Nov 15, 2010 09:03 GMT  ·  By

Adobe plans to ship critical security updates for Reader and Acrobat on Tuesday, which will address several publicly known and actively exploited vulnerabilities.

According to a prenotification announcement posted on the Adobe Product Security Incident Response Team (PSIRT) blog, this will be an out-of-band release aimed at fixing vulnerabilities previously disclosed as zero-days.

Adobe Reader and Acrobat follow a quarterly patch cycle, according to which, the updates are expected on February 8, 2011, too far away to make an accelerated release or leave these critical flaws unpatched.

Tomorrow's update will address a Flash vulnerability (CVE-2010-3654) discovered in in-the-wild attacks at the end of last month.
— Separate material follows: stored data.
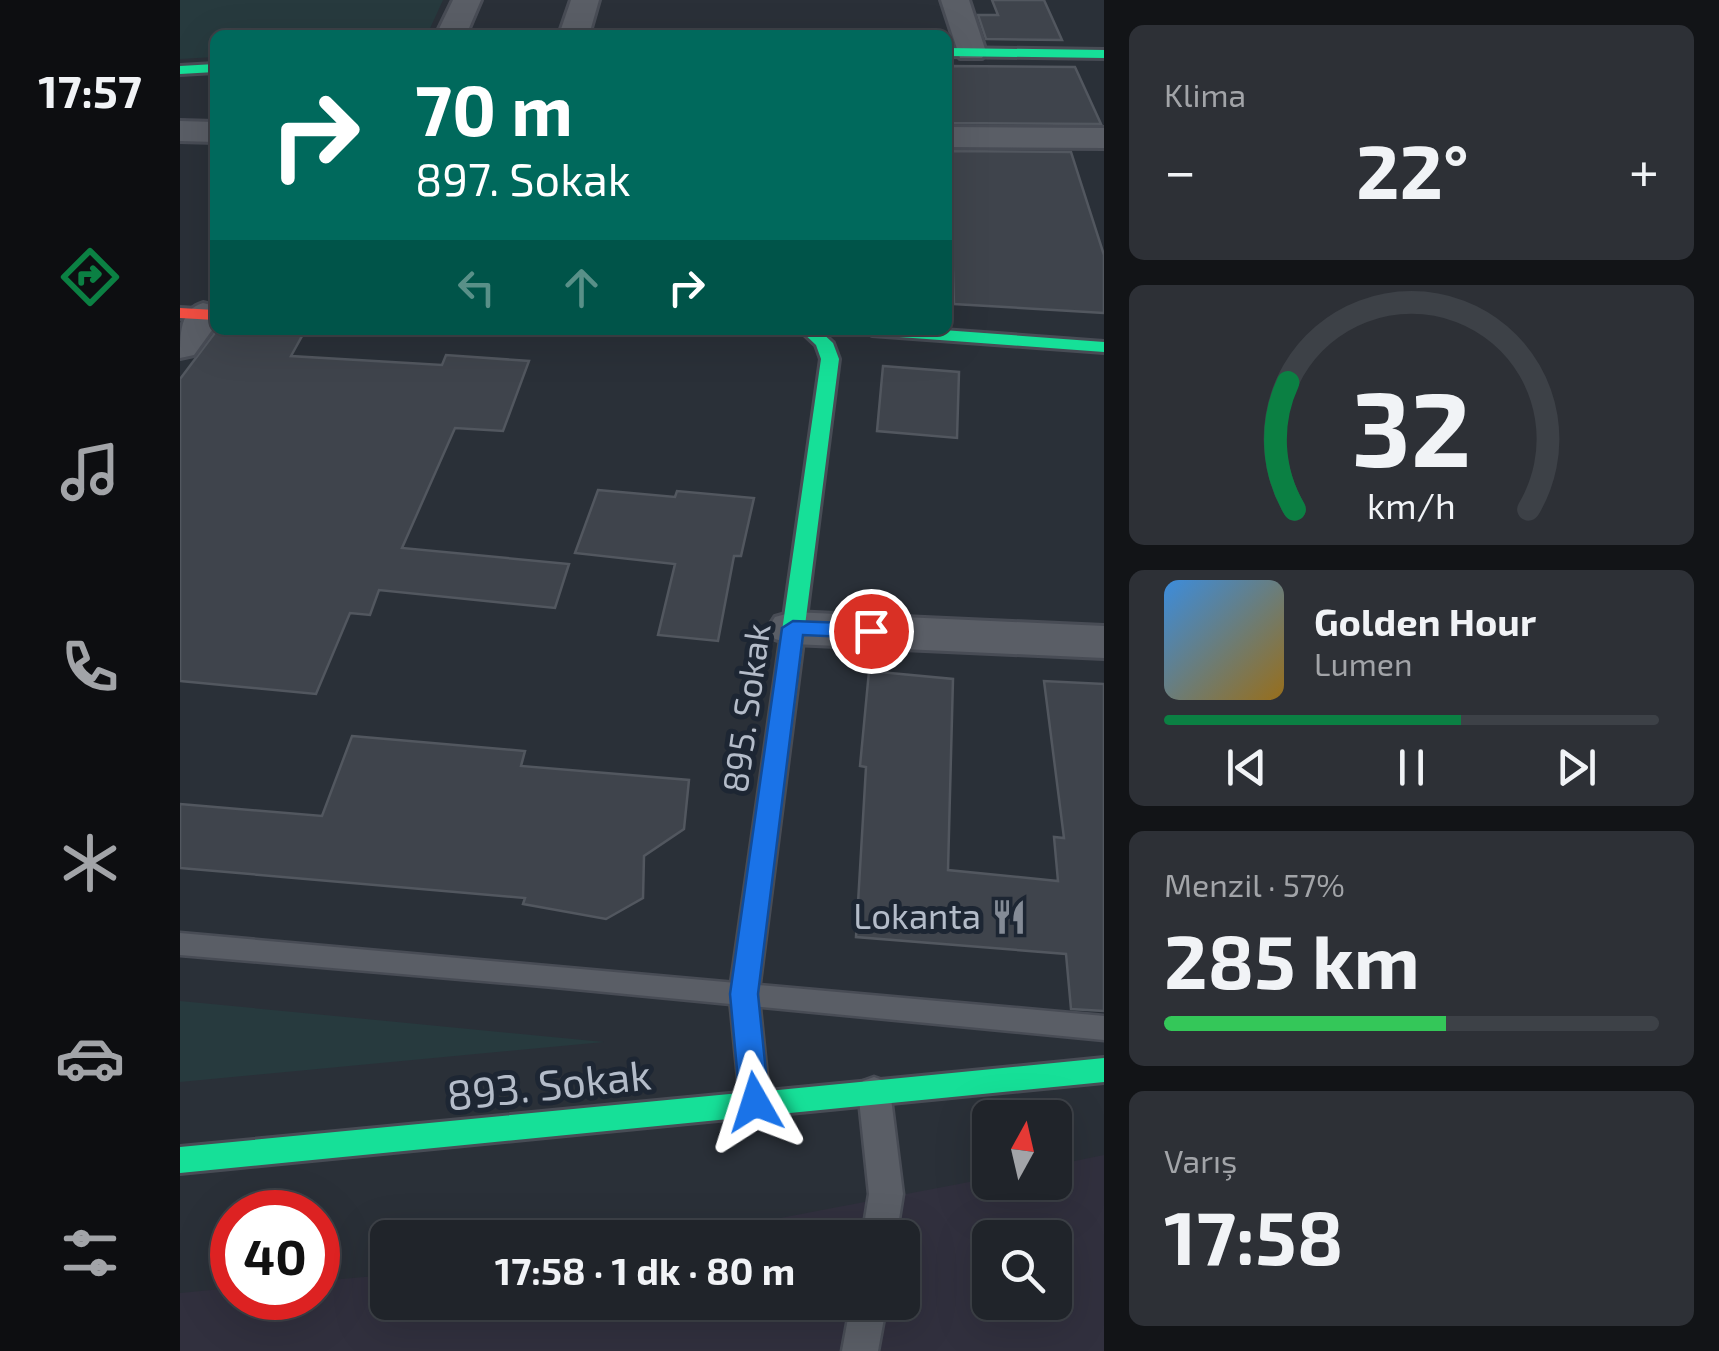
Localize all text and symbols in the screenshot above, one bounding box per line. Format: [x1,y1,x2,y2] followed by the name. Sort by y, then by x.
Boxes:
[38,63,142,117] text: 17:57
[415,66,573,150] text: 70 m
[250,70,380,200] icon: right
[1164,75,1246,113] text: Klima
[1356,124,1469,214] text: 22°
[1164,136,1196,202] text: −
[1629,136,1659,202] text: +
[415,151,631,205] text: 897. Sokak
[55,242,125,312] icon: directions
[449,260,504,315] icon: left
[554,260,609,315] icon: ahead
[659,260,714,315] icon: right
[1352,363,1471,488] text: 32
[55,437,125,507] icon: music
[1367,483,1456,526] text: km/h
[829,589,914,674] pin
[1314,598,1536,644] text: Golden Hour
[844,604,899,659] icon: arrive
[712,620,778,795] street label: 895. Sokak
[55,632,125,702] icon: phone
[1314,644,1413,682] text: Lumen
[1219,740,1274,795] icon: previous
[1384,740,1439,795] icon: pause
[1549,740,1604,795] icon: next
[55,828,125,898] icon: climate
[1164,865,1345,903] text: Menzil · 57%
[853,894,981,936] place label: Lokanta
[990,898,1028,936] restaurant icon: Lokanta
[1164,914,1420,1004] text: 285 km
[55,1023,125,1093] icon: car
[444,1047,653,1119] street label: 893. Sokak
[703,1050,807,1154] position arrow
[972,1100,1072,1200] north arrow
[972,1100,1072,1320] map controls
[1164,1141,1237,1179] text: Varış
[210,1190,340,1320] speed limit sign: 40
[1164,1190,1343,1280] text: 17:58
[55,1218,125,1288] icon: filters
[972,1220,1072,1320] button: search
[495,1247,795,1293] text: 17:58 · 1 dk · 80 m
The flaw was patched in Flash Player during the first week of November, but it also affects authplay.dll, the Flash interpreter embedded in Adobe Reader and Acrobat.

The new Reader and Acrobat fixes will also address a secondary zero-day vulnerability reported on November 4th, for which proof-of-concept exploit code has already been published online.

The bug was known publicly as a denial of service (DoS) condition since November 2009, but there are indications that arbitrary code execution is also possible.

Other critical vulnerabilities patched in Flash Player earlier this month will also be incorporated in the new Reader and Acrobat updates.

However, only the Windows and Mac versions of the products will get patches tomorrow. The fixes for UNIX flavors are expected on November 30.

The company is also preparing to release the next major iteration of the product line, dubbed Adobe Reader and Acrobat X (10).

It will have sandboxing technology enabled by default meaning that PDF parsing will happen in a restricted environment with very limited access to the operating system.

This kind of isolation makes it highly difficult to exploit a vulnerability in order to execute arbitrary code and compromise the computer.